### YOUR TASK
Scan the listing below for the word "image" and state how many lines hold it. Write nothing but the number.

### GIVEN DATA
§
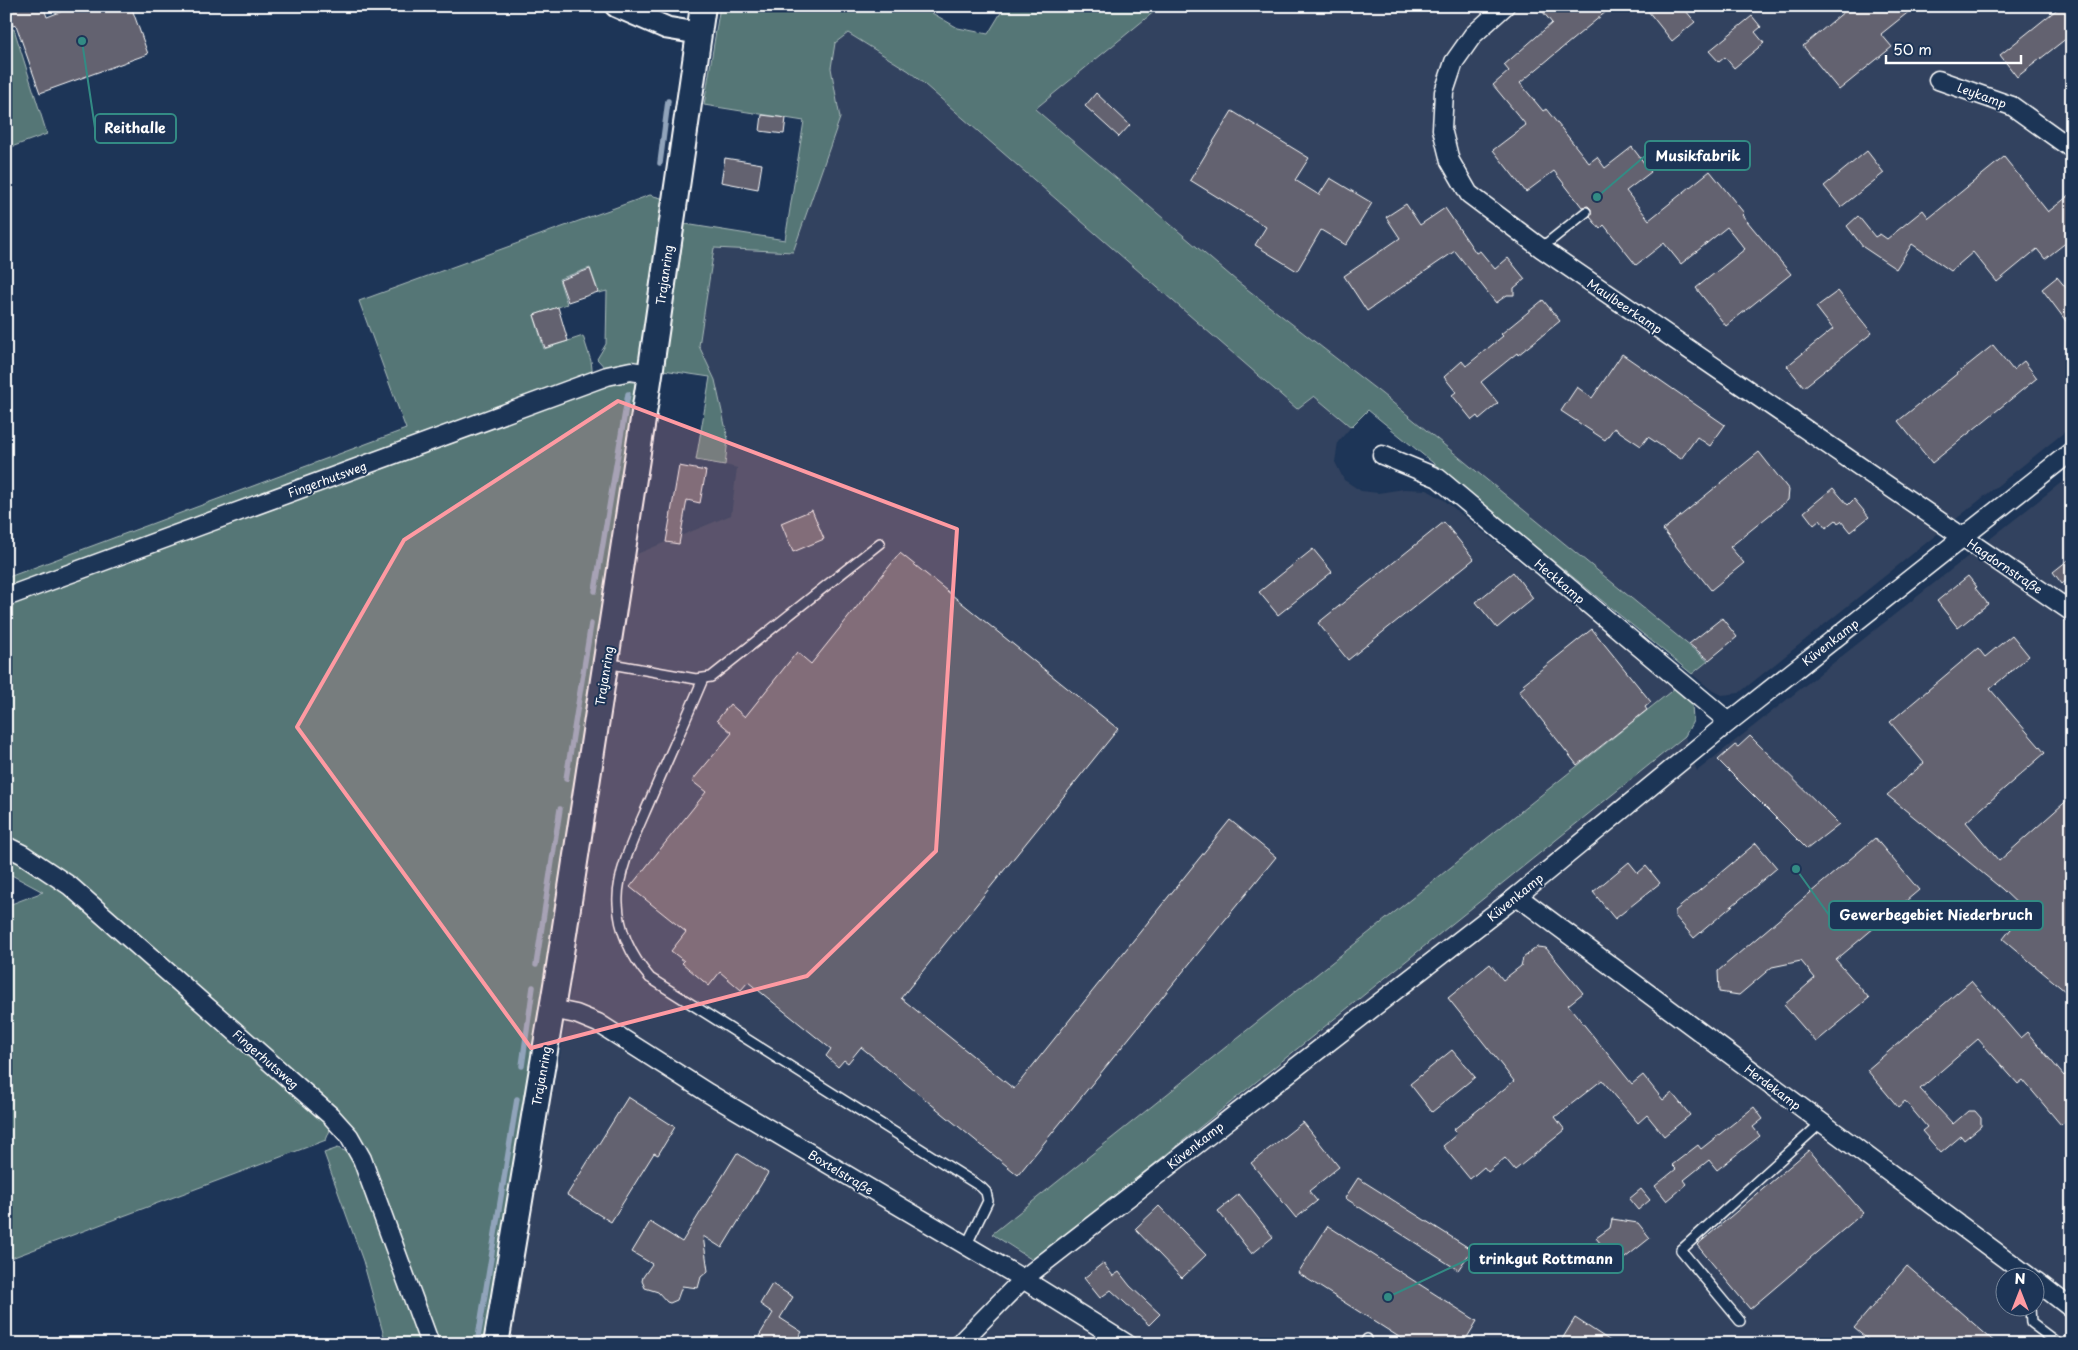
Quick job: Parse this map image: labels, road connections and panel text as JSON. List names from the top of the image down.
§
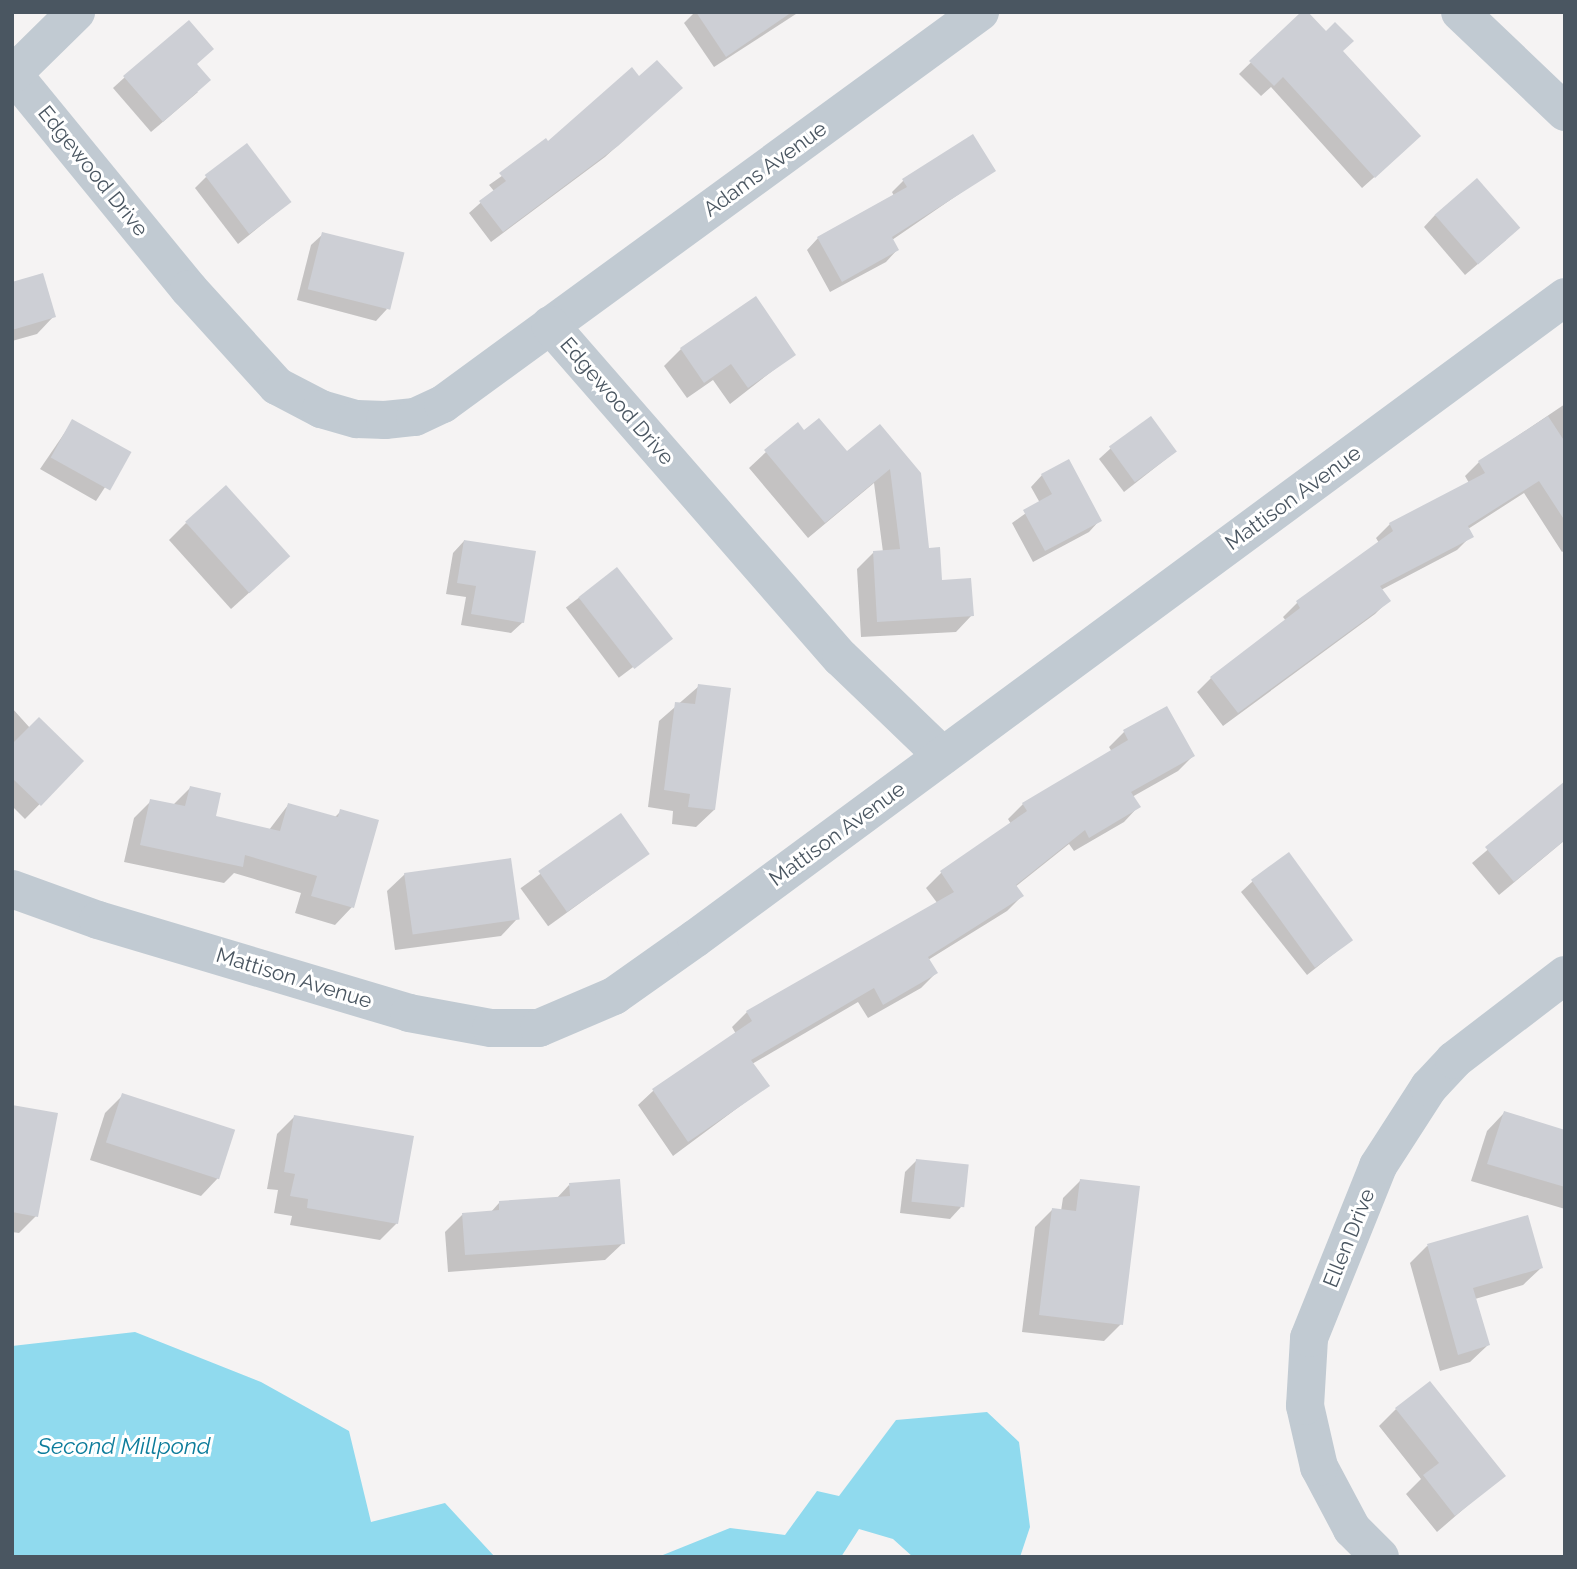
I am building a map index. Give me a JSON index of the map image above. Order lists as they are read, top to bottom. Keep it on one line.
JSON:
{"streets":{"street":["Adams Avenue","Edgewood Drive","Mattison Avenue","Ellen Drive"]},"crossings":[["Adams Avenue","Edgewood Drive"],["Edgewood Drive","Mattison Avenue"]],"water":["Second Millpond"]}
§
### YOUR SOLUTION
2